Sara Mondragon says Kirkmeyer, who chairs the Highway 85 Coalition, should have done more to make rail crossings safer.
Mondragon’s 16-year old nephew, Dallas Duran, was killed at the Fifth Street rail crossing in Eaton in February of 2017.
Nearly a year later, 18-year old Kennedy Ingram died at the same crossing.
Mondragon said if Kirkmeyer had pushed to spend $600,000 for crossing arms, “it would have prevented an entire community from grieving.”
“I just feel that somebody needs to be held accountable,” Mondragon said. “She had this in her lap for nine years and has done nothing to make (safety) improvements.”
Mondragon told Denver7 it was only after the recall effort was made public that CDOT announced it would close several crossings along Highway 85 and would install crossing arms in Eaton.
“I’m very sorry that her nephew was killed,” the commissioner said. “I’m sorry when there is any kind of tragedy like that. I certainly understand the trauma that that puts on a family, but for her to claim that nothing happened until after the recall was put in place is not factual.”
Kirkmeyer said the recall effort is being fueled with misinformation.
“That crossing is not in my district,” she said, “but the Mayor of Eaton brought it up last year because we were working on the 85 corridor, and on some issues with Union Pacific.”
She said he mentioned that he’d like to see some crossing arms on Fifth Street.
“I’m the one that went and spoke to CDOT, went and spoke to Union Pacific and to the Public Utilities Commission,” she said. “The reality is that those crossing arms are slated to be finished this year, hopefully this fall.”

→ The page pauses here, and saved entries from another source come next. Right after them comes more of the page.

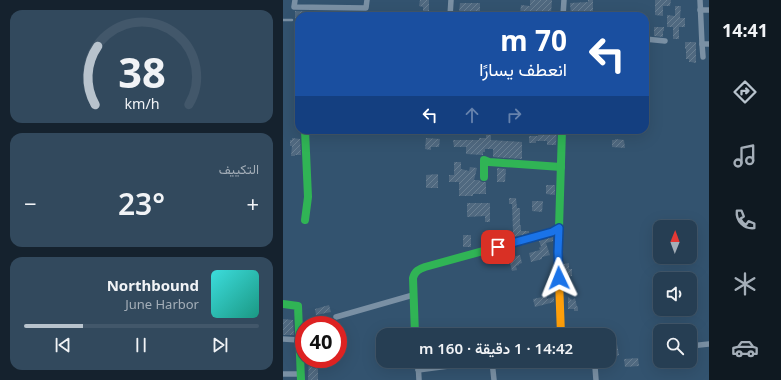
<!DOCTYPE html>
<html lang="ar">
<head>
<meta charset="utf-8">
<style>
  :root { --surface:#263e53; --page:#32495d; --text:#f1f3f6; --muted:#a4aeb8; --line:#42576a; --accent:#b8c3cd }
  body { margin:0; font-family:"Noto Sans",Vazirmatn,sans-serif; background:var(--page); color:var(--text); direction:rtl; height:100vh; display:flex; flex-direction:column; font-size:15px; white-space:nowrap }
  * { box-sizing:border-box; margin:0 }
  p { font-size:13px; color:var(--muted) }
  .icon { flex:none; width:22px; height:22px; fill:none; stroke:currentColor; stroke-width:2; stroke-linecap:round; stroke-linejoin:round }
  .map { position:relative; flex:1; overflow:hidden; direction:ltr }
  .drawer { display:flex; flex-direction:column; gap:10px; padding:10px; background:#15222e; width:283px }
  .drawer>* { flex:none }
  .top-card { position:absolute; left:12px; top:12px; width:354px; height:122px; border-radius:12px; box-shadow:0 4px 16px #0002,0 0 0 1px var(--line); direction:rtl; background:#1a4fa0; color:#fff; overflow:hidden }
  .needle { width:26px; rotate:1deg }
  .controls { position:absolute; left:370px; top:220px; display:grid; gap:8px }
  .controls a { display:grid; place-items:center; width:44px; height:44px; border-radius:8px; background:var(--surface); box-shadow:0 4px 16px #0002,0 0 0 1px var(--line); font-size:20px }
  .speed { position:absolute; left:12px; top:316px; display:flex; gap:8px; font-size:20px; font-weight:700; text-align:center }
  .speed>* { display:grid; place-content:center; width:52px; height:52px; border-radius:50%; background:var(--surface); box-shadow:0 4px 16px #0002,0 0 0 1px var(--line); line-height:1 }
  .speed .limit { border:6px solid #d22; background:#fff; color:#111 }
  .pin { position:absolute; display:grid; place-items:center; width:34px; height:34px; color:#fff; margin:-17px; border-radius:8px; box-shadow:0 2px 6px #0006 }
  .me { position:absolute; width:44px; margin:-22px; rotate:358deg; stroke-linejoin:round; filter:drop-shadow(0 0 3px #0008) }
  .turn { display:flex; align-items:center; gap:14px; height:84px; padding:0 16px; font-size:18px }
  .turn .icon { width:52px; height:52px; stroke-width:2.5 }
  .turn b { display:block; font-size:28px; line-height:34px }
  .lanes { display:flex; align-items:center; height:38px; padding:0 16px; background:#0003; justify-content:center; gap:20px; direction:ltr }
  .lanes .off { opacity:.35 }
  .big { font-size:30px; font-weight:600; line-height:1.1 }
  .drawer .tile { flex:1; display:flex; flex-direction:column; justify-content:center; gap:6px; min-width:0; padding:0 14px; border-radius:12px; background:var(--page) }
  .drawer .dial { align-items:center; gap:0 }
  .dial svg { height:104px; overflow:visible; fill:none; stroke:var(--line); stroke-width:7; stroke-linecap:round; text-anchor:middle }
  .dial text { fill:var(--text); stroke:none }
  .song { display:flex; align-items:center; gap:12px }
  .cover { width:48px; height:48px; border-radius:6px; background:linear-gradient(135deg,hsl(180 70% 55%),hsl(170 70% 35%)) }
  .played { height:4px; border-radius:2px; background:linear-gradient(90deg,var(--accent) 25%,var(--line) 25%) }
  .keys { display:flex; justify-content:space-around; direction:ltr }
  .heat { display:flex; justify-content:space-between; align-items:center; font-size:22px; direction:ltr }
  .trip { position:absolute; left:93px; top:328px; width:240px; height:40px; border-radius:12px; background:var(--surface); box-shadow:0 4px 16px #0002,0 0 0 1px var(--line); font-weight:600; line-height:40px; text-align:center; direction:rtl }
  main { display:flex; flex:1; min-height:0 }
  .menu { display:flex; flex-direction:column; width:72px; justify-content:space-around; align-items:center; background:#0f1921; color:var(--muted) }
  .menu .icon { width:28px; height:28px }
  .menu .current { color:var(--accent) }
  .menu b { font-size:18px; color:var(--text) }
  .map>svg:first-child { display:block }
  .building { fill:url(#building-hatch) }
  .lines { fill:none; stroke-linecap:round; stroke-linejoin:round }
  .lane { stroke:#7a90a4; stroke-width:2.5 }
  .street { stroke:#7a90a4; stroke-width:5.5 }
  .fast { stroke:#30b455; stroke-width:8 }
  .slow { stroke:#ff9f0a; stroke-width:8 }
  .route-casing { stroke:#114b97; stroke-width:10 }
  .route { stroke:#1a73e8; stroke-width:7 }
</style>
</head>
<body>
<main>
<nav class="menu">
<b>14:41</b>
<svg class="icon current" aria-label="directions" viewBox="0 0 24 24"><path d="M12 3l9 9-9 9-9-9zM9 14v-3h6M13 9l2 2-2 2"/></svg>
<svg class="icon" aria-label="music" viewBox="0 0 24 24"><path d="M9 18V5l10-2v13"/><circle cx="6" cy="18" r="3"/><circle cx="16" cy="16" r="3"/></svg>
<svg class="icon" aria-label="phone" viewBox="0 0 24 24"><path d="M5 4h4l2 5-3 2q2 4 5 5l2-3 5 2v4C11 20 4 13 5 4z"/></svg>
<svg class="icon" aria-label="climate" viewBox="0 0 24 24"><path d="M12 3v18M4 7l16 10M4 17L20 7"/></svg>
<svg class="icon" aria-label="car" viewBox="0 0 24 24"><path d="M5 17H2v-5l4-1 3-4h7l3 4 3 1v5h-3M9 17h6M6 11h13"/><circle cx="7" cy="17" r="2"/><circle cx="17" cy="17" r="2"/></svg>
</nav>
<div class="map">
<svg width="426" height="380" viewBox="0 0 426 380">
  <defs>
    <pattern id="building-hatch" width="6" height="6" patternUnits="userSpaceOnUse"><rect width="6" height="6" fill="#506980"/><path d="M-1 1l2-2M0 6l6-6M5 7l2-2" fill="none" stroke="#6a8093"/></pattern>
  </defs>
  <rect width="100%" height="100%" fill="#33536f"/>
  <g class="building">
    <path d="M 137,0 L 146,0 L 146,16 L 140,16 L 140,7 L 136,6 Z"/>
    <path d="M 247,0 L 269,0 L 268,13 L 260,13 L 260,15 L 256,15 L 256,13 L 243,13 L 243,14 L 237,14 L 238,5 L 247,6 Z"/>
    <path d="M 305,0 L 310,0 L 310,16 L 296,16 L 296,15 L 288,15 L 287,3 L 305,2 Z"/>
    <path d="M 372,0 L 388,0 L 387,6 L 380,6 L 380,16 L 372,15 Z"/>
    <path d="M 177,3 L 197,3 L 197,12 L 176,12 Z"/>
    <path d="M 392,6 L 398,6 L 397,18 L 402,18 L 402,27 L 396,27 L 396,39 L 390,39 L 390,27 L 384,27 L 384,15 L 392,16 Z"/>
    <path d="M 12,11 L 39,12 L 39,16 L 16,16 L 16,23 L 12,23 Z"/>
    <rect x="55" y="12" width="27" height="4"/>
    <path d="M 371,27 L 381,27 L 381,31 L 380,31 L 380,37 L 371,36 Z"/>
    <path d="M 402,42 L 413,42 L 413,63 L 408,62 L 406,62 L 406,59 L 403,59 L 403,49 L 402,49 Z"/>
    <path d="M 203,130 L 208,130 L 208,140 L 239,142 L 239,159 L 210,157 L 210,149 L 202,149 L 202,152 L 200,152 L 200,155 L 183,154 L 183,147 L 171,147 L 170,140 L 196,140 L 196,138 L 203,138 Z"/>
    <path d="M 255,130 L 274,130 L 273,145 L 264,145 L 264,141 L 253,141 L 253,143 L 246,143 L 246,136 L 255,136 Z"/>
    <path d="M 9,138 L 17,139 L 18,155 L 12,155 L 12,156 L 8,156 L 9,146 L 7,146 L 7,140 L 9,140 Z"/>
    <path d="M 143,138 L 157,139 L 156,147 L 148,147 L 148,150 L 142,149 Z"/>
    <path d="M 332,139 L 341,140 L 342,148 L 329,147 L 329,140 L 332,140 Z"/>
    <path d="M 171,162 L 178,162 L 178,169 L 186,171 L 187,167 L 194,168 L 191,180 L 196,180 L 199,182 L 203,182 L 203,194 L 190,194 L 190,196 L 176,196 L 176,182 L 166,182 L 166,175 L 171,175 Z"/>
    <path d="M 214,168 L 223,169 L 222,182 L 214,182 Z"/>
    <path d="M 155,174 L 155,188 L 143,188 L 143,175 Z"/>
    <path d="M 263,185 L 272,185 L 272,195 L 263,194 Z"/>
    <path d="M 226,198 L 233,198 L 234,208 L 237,208 L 237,225 L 238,225 L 238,231 L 246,231 L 246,233 L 232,237 L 230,232 L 229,204 L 226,204 Z"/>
    <path d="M 249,201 L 260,201 L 259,212 L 249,211 Z"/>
    <path d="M 184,203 L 207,203 L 207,222 L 202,222 L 202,216 L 184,217 Z"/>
    <rect x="180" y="235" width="8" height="12"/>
    <path d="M 270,237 L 270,241 L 263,243 L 267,255 L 259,257 L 259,259 L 248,262 L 246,253 L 257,250 L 256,248 L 258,247 L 256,241 Z"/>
    <path d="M 237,255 L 239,263 L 236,264 L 236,265 L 233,266 L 234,270 L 229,271 L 226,258 Z"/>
    <path d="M 286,263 L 286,269 L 289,269 L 289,276 L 281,277 L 281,264 Z"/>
    <path d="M 264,296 L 264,299 L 271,297 L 271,302 L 252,307 L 250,299 Z"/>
    <path d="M 285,297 L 289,300 L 292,298 L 294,307 L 295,306 L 295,311 L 291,311 L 291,309 L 285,309 Z"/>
    <path d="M 46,305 L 48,312 L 33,315 L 32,309 Z"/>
    <path d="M 0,319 L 10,320 L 11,335 L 0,335 Z"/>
    <path d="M 334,344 L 336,355 L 327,358 L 326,347 L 327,345 Z"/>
    <path d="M 355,358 L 356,366 L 342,367 L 341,359 Z"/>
    <path d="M 26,359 L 31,359 L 31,364 L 35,364 L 35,380 L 25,380 Z"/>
  </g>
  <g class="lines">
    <path class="lane" d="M 0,20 L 9,20"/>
    <g class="street">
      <path d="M 12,0 L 11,7 L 83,8 L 84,0"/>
      <path d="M 417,0 L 419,44 L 420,57"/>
      <path d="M 417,10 L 426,10"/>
      <path d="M 167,16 L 168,0"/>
      <path d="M 280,16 L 281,0"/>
      <path d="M 362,39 L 382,41"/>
      <path d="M 419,44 L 426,44"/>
      <path d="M 53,317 L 130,295"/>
      <path d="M 0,339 L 16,340"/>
      <path d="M 407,346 L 426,344"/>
      <path d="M 372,350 L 377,349"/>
      <path d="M 135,361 L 136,380"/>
      <path d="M 209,361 L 211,380"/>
      <path d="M 279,361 L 280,365 L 284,366 L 305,361"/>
      <path d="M 312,367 L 313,380"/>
      <path d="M 135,370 L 204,361"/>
      <path d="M 0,374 L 18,374"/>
    </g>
    <g class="fast">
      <path d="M 22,130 L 25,197 L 22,220"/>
      <path d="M 201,177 L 201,160 L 206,162 L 278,167"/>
      <path d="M 0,304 L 15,306 L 18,380"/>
      <path d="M 132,335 L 130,278 C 132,271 136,269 142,267 L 269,232 L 276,228 L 279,130"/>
    </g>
    <path class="slow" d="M 276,228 L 275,252 L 278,335"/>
  </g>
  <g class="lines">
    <defs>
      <path id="route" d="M 215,247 L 269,232 L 276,228 L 275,252 L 276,278"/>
    </defs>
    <use href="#route" class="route-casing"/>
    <use href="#route" class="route"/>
  </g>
</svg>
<div class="controls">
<a><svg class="needle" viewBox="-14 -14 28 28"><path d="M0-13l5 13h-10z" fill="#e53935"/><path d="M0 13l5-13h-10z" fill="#a4aeb8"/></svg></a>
<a><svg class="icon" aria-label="sound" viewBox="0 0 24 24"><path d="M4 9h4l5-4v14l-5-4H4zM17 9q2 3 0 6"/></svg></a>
<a><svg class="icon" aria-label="search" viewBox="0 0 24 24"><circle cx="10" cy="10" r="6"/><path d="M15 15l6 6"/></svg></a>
</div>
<div class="speed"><div class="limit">40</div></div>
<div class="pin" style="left:215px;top:247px;background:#d93025"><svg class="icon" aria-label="arrive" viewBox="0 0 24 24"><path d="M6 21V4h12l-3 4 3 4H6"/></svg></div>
<svg class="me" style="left:276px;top:278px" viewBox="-20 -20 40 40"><path d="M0-17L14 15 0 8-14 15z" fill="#1a73e8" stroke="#fff" stroke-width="4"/></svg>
<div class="trip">14:42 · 1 دقيقة · 160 m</div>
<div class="top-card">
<div class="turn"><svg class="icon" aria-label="left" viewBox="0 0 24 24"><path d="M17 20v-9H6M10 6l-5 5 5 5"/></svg><div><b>70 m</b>انعطف يسارًا</div></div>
<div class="lanes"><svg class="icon" aria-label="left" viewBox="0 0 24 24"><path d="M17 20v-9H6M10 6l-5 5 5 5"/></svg><svg class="icon off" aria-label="ahead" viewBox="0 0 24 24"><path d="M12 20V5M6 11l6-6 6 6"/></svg><svg class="icon off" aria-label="right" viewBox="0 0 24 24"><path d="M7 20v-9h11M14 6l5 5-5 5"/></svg></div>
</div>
</div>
<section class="drawer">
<div class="tile dial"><svg viewBox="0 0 100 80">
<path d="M14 69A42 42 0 1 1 86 69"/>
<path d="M14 69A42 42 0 0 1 16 24" stroke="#b8c3cd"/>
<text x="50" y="56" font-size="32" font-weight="700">38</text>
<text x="50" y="72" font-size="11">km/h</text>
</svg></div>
<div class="tile"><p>التكييف</p>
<div class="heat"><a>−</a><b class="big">23°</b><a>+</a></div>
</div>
<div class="tile">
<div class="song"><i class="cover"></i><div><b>Northbound</b><p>June Harbor</p></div></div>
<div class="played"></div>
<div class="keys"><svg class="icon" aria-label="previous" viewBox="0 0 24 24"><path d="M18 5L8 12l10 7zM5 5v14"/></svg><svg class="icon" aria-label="pause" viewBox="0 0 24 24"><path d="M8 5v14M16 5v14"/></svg><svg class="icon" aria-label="next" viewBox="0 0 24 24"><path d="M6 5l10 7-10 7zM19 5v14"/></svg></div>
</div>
</section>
</main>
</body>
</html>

“She’s blaming me saying I didn’t act. Well, as soon as I heard about it (from the mayor,) I acted and got results.”
Kirkmeyer believes the recall effort is politically motivated and that opponents who don’t like her stance on property rights, and other issues, are using Mondragon as a pawn in a political game.
Mondragon accuses Kirkmeyer of using her public office for political gain.
She said the commissioner recently sold some personal property, for $3-million, to a company that does business with the Board of Commissioners.
She said the property was worth $900,000.
“That’s a conflict of interest,” Mondragon said.
“More misinformation,” Kirkmeyer replied.
“I did sell some property,” she said, “my 1/6 interest in a farm. I sold my share to an individual. That individual sold it to someone else. That’s not on me. He sold it to Anadarko. They own it now, I didn’t sell it to them.”
Mondragon also alleges that Kirkmeyer has scheduled public meetings that didn’t turn out to be public.
“Ms. Mondragon has never reached out to me,” Kirkmeyer said. “She has chosen a very public and aggressive route to air her grievances, when she has not even talked to me personally. I am saddened by that.”
The commissioner believes others in Weld County are using Mondragon to achieve their own ends.
“For the last few years, a small group of engaged, very narrow folks, who have a radical agenda, and are politically motivated, are using her as a pawn in their political game,” Kirkmeyer said. “That’s not the purpose of a recall, for a special interest group with a specific agenda.”
What Happens Next
The Weld County Clerk & Recorder's Office has sent a certified letter to Commissioner Kirkmeyer regarding the affidavit filed by Mondragon.
Once she receives it, she’ll have five business days to respond.
Once that happens, Mondragon will meet with the County Attorney to come up with a format for the petition.
After it is selected, Mondragon will have 60 days to collect 5,767 signatures to get the issue on the ballot.
When asked whether there would be a special election, Deputy Clerk and Recorder Rudy Santos said they don’t know yet and won’t until the rest of the process plays out.